Tourist numbers in Lebanon have plunged by 27% over security concerns and travel restrictions from neighbouring Arab states.
The dip comes during the state’s peak season, but tourism figures were already down in 2012. Visitor numbers totalled 1.5 million last year – 2010 saw a peak of two million, before the uprising in neighbouring Syria. To date, more than 100,000 people have been killed in the conflict.
“The first six months were down by about 6.5% compared to 2012. July was down by even more, by 27%. Really, the situation is difficult.
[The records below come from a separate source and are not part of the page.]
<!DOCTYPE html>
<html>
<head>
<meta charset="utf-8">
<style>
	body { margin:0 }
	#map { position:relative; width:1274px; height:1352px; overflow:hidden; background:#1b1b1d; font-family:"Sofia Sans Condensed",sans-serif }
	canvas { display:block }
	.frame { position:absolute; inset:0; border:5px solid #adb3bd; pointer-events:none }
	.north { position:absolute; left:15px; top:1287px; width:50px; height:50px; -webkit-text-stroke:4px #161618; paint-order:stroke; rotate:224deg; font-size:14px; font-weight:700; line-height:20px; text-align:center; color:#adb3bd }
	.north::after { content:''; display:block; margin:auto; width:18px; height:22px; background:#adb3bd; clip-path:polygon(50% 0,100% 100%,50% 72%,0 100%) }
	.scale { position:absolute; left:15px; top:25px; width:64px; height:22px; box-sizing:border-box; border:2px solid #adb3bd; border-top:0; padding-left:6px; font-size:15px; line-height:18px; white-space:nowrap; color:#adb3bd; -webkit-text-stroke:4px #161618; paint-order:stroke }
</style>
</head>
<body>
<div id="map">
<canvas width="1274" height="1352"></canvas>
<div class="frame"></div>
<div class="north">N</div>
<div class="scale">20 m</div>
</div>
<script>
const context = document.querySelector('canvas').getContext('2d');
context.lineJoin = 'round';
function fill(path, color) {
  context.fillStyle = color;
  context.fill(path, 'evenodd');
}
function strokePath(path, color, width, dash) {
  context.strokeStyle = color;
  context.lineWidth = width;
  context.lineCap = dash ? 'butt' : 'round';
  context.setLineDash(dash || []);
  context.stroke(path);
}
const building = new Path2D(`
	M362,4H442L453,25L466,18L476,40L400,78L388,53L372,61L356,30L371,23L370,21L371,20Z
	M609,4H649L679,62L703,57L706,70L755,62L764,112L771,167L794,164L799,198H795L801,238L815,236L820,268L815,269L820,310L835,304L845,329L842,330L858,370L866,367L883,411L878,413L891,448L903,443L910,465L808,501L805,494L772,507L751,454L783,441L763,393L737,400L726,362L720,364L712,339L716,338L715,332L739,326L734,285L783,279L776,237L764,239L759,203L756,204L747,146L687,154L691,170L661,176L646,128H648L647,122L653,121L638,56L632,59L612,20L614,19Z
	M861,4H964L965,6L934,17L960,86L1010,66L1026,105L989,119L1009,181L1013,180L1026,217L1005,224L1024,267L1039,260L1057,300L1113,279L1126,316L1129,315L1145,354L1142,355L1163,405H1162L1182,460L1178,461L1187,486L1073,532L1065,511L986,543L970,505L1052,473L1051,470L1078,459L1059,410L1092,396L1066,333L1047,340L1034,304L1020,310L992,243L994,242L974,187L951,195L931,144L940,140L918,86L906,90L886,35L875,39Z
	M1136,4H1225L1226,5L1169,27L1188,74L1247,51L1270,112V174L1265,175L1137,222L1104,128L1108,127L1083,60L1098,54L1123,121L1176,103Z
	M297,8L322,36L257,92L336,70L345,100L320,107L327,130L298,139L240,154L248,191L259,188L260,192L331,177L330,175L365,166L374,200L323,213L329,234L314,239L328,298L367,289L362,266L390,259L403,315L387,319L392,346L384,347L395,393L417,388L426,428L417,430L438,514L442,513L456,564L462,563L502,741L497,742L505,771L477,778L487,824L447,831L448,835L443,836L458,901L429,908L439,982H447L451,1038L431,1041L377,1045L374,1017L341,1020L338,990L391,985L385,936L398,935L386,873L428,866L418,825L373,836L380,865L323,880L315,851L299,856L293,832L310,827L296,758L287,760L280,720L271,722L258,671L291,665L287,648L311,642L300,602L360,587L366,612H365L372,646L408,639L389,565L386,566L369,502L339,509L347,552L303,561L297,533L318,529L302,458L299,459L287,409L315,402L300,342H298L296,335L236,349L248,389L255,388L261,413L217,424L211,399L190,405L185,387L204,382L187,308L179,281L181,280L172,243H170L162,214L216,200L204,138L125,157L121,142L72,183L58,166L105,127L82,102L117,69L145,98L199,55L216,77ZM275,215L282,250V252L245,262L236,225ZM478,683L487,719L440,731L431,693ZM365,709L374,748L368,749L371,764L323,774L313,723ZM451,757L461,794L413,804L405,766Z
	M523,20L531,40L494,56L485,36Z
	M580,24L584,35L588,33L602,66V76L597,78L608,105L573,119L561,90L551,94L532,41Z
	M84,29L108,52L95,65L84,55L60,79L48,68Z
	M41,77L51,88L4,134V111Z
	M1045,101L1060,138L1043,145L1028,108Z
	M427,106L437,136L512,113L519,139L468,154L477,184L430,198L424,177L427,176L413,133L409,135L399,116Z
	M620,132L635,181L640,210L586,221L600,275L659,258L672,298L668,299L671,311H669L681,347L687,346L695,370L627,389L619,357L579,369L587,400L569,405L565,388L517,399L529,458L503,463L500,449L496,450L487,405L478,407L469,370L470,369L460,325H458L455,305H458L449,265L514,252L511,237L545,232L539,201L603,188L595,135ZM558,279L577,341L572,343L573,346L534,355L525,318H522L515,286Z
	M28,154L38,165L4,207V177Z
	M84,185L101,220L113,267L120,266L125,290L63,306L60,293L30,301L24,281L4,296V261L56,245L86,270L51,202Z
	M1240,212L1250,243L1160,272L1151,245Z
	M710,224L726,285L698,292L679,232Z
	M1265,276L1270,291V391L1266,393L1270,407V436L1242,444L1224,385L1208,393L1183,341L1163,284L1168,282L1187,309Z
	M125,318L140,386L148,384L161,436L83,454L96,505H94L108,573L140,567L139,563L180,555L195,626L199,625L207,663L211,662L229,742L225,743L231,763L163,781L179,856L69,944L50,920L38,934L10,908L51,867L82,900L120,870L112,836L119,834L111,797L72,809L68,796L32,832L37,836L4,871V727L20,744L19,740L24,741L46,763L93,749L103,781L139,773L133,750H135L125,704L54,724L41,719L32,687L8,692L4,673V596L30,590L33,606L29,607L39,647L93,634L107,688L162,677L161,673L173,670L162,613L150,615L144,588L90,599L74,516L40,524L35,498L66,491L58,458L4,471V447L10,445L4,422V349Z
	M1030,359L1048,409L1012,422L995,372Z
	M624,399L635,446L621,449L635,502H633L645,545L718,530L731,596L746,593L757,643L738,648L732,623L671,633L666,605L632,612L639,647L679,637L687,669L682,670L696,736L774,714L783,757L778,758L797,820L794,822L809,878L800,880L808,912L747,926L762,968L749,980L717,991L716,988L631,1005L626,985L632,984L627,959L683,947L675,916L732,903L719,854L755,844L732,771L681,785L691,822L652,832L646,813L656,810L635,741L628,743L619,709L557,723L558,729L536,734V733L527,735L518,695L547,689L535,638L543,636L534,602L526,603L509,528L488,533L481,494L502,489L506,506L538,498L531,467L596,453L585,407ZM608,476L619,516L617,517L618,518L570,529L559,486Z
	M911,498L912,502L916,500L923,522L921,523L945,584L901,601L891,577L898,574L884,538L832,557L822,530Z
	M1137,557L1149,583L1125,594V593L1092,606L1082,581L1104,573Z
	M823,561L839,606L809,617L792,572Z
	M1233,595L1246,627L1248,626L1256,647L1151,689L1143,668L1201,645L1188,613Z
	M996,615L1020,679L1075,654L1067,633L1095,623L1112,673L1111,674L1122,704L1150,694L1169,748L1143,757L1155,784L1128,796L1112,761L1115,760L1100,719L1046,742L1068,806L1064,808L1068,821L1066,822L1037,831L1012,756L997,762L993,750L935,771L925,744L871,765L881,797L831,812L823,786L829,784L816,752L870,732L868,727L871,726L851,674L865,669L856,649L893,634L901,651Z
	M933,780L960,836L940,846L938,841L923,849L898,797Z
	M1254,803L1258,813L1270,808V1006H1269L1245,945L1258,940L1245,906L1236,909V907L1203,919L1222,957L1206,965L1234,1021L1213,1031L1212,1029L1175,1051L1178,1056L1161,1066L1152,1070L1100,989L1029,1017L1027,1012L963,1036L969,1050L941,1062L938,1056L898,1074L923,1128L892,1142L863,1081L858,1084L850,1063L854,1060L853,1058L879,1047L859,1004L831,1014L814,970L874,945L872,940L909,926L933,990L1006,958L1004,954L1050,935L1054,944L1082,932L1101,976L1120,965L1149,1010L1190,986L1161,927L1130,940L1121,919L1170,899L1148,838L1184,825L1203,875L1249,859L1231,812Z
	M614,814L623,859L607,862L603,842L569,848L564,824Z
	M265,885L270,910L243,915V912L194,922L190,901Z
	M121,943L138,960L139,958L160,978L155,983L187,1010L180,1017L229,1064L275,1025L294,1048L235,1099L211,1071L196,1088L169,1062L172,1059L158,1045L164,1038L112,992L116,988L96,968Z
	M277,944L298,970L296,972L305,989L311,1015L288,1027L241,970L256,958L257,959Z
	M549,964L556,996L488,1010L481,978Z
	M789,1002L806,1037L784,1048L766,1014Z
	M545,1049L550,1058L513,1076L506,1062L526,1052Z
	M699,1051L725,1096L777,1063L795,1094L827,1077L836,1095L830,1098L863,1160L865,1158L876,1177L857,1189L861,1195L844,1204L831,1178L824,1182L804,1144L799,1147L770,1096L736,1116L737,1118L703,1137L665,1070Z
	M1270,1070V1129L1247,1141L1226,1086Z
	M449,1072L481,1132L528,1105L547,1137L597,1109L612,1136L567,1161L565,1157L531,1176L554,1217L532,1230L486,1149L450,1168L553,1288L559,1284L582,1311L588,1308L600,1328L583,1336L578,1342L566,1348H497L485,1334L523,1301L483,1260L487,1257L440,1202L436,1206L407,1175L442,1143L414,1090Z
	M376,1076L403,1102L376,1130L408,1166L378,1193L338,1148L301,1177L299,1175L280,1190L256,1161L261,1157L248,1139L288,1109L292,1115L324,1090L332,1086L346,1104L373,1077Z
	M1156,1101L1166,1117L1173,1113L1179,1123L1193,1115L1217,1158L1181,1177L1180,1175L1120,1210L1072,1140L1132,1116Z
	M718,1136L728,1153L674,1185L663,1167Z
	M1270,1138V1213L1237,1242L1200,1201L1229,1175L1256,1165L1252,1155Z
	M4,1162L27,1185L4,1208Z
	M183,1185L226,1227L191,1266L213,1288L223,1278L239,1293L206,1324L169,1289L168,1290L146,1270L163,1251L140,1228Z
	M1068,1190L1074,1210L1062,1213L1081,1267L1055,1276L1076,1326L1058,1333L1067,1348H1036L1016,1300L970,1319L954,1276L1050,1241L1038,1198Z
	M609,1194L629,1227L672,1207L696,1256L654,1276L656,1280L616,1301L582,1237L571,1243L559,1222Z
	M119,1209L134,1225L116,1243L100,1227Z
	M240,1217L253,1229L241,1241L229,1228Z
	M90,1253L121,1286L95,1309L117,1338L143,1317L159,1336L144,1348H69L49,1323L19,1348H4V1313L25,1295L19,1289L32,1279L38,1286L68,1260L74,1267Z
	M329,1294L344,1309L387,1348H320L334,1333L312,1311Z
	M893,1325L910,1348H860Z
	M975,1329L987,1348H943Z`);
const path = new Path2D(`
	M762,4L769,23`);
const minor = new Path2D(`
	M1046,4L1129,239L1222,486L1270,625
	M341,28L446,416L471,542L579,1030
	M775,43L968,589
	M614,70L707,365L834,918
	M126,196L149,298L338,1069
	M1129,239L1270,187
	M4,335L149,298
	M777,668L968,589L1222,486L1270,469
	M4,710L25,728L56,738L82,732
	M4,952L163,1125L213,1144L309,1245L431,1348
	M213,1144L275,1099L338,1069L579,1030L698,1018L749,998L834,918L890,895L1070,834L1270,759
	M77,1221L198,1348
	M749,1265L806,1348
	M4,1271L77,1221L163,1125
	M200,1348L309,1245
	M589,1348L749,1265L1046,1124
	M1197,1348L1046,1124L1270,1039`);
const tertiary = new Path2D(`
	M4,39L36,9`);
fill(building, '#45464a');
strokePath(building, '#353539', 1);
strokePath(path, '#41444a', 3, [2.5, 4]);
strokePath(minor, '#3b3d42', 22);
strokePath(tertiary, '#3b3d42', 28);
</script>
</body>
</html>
It is not catastrophic,” said Fadi Abboud, Lebanon’s caretaker minister for tourism.
Just a few years ago, tourism accounted for almost 20% of Lebanon’s GDP, but some hotels are reporting less than 10% occupancy, even in summer months. Hotels and resorts have been heavily dependent on Gulf Arab visitors, but several states have placed travel bans on Lebanon following a series of kidnappings in 2012.
Further abroad, the UK’s Foreign & Commonwealth Office (FCO), more commonly known as the Foreign Office, are currently advising against all travel to parts of the country bordering Syria, as well as the coastal city of Tripoli. Beirut and Sidon are recommended to be avoided other than for ‘essential travel’.
Iraqis, Jordanians and Egyptians have stepped in to take the lion’s share of the market, according to Abboud, with wealthy Syrians accounting for 20% of all business.